Why does nesting "yield from" statements (generator delegation) produce terminating `None` value?

Is it possible to nest yield from statements?

The simple form is obvious:

def try_yield1():
    x = range(3)
    yield from x

Which produces:

0
1
2

But what if I have nested generators?

def try_yield_nested():
   x = [range(3) for _ in range(4)]
    yield from ((yield from y) for y in x)

This produces:

0
1
2
None # why?
0
1
2
None # ...
0
1
2
None # ...

Why does it produce None if I used yield from (even though it is nested)?

I know I can do something like:

from itertools import chain

def try_yield_nested_alternative():
    x = [range(3) for _ in range(4)]
    yield from chain.from_iterable(x)

Which produces the same output leaving out the None (which is what I expect). I can also write a simple loop:

for x in [range(3) for _ in range(3)]:
    yield from x

But, I thought it would be more pythonic to use nested delegation (preferably even yield from x from y or yield from x for x in y, but that is not proper syntax). Why is it not working as I expect?

Upvotes: 5

Views: 287

Answers (1)

L33T
L33T

Reputation: 304

yield is an expression, it'll evaluate whatever you send(value) it. Simply put, if you send it nothing, you'll get a None output because the value of yield would be None.

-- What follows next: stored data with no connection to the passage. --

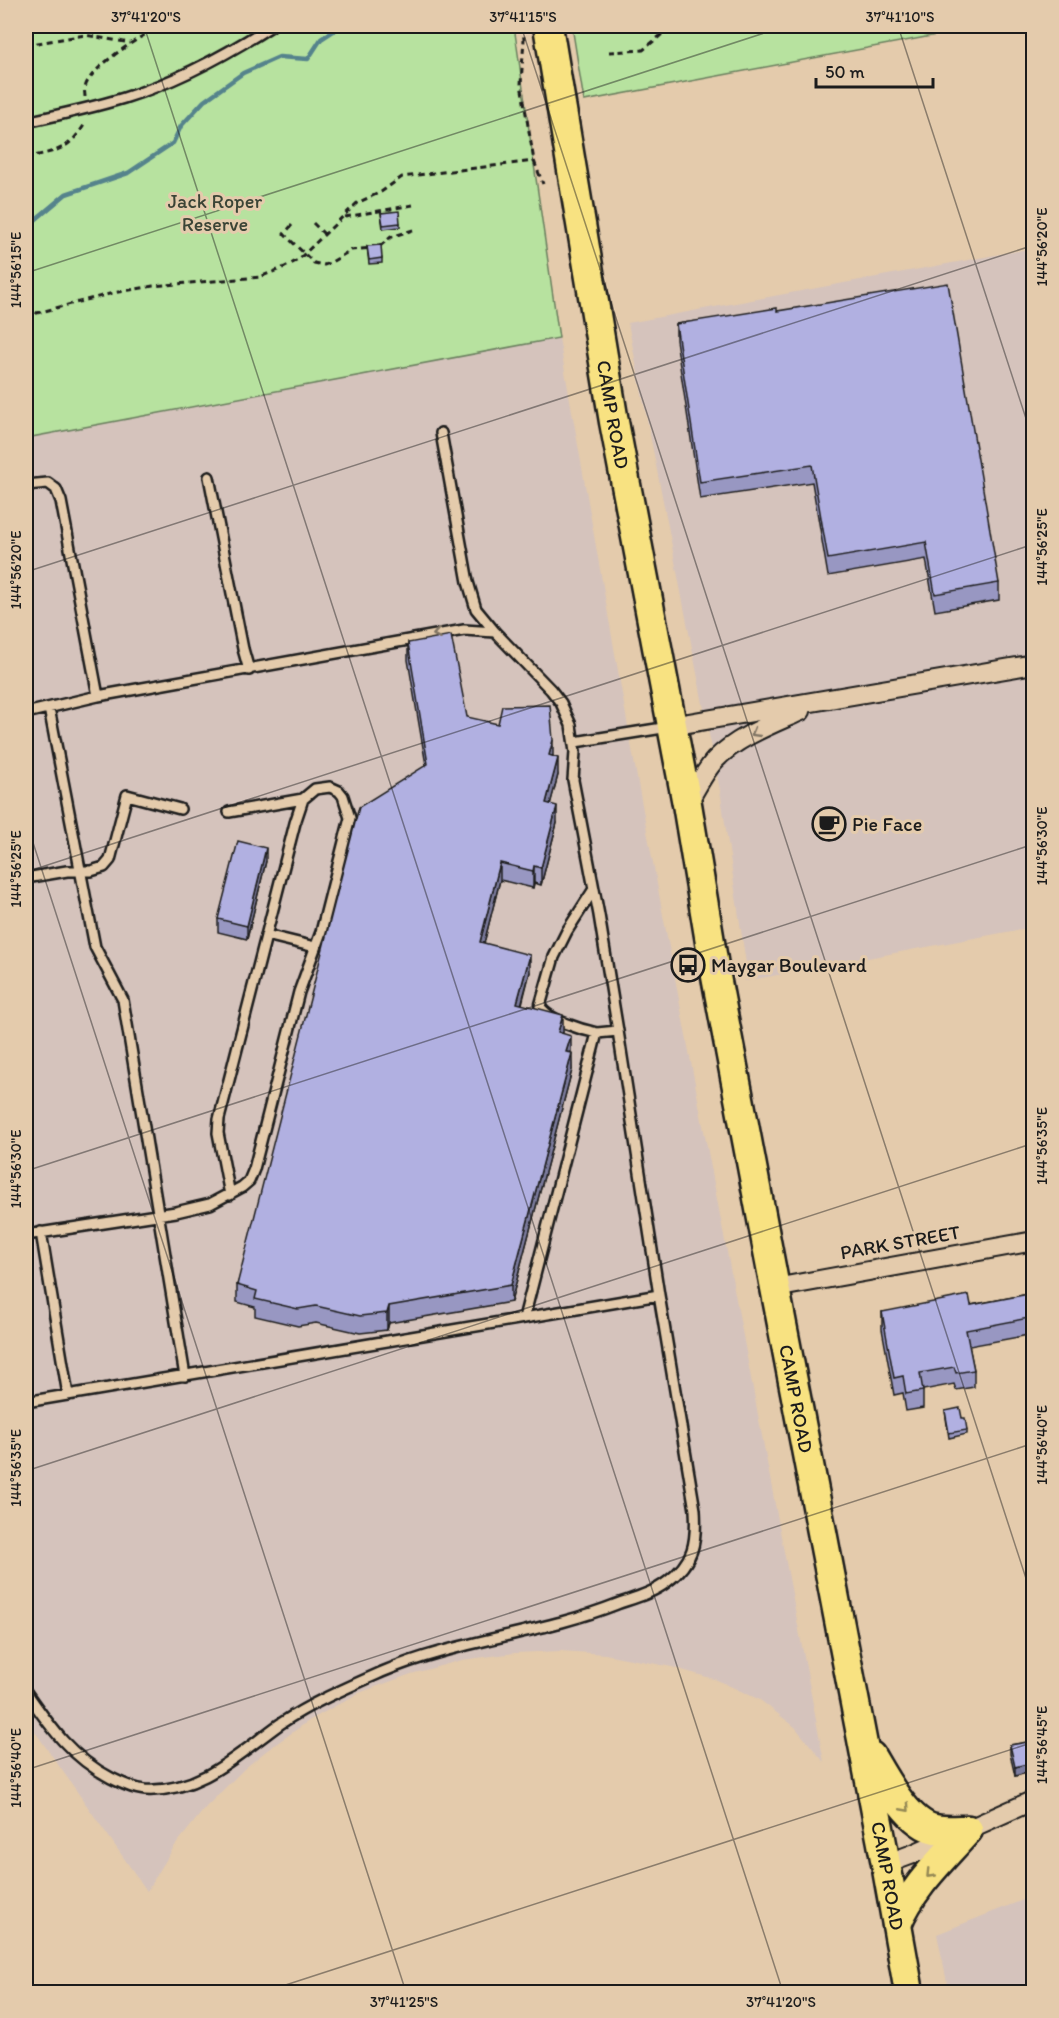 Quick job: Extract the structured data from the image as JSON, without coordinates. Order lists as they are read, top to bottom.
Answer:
{
  "streets": {
    "main road": ["CAMP ROAD"],
    "street": ["PARK STREET"]
  },
  "crossings": [
    ["CAMP ROAD", "PARK STREET"]
  ],
  "parks": ["Jack Roper Reserve"],
  "places": {
    "cafe": ["Pie Face"],
    "bus stop": ["Maygar Boulevard"]
  },
  "scale_bar": "50 m",
  "coordinates": [
    "37°41'20\"S",
    "37°41'15\"S",
    "37°41'10\"S",
    "144°56'20\"E",
    "144°56'15\"E",
    "144°56'25\"E",
    "144°56'30\"E",
    "144°56'35\"E",
    "144°56'40\"E",
    "144°56'45\"E",
    "37°41'25\"S"
  ]
}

yield from itself is equal to None, and you're using two of them. At the second yield from you're iterating a list, which inputs the generator with the items of that list, but you're also using yield from to return that generator expression, which returns the list and also itself which is equivalent to None at each iteration, thus why after each item iteration of range you get a None.

Essentially this is what is happening:

  1. (yield from y) for y in x yields the values, [0, 1, 2]
  2. yield from yields the values from the previous, and also yield from from previous which is None.
  3. Evaluating to [0, 1, 2] and then adding a None due to yield from in (yield from y) for y in x.

Unfortunately, there is no way to get rid of the None output, due to the nature of the expression. You're better off using from_iterable.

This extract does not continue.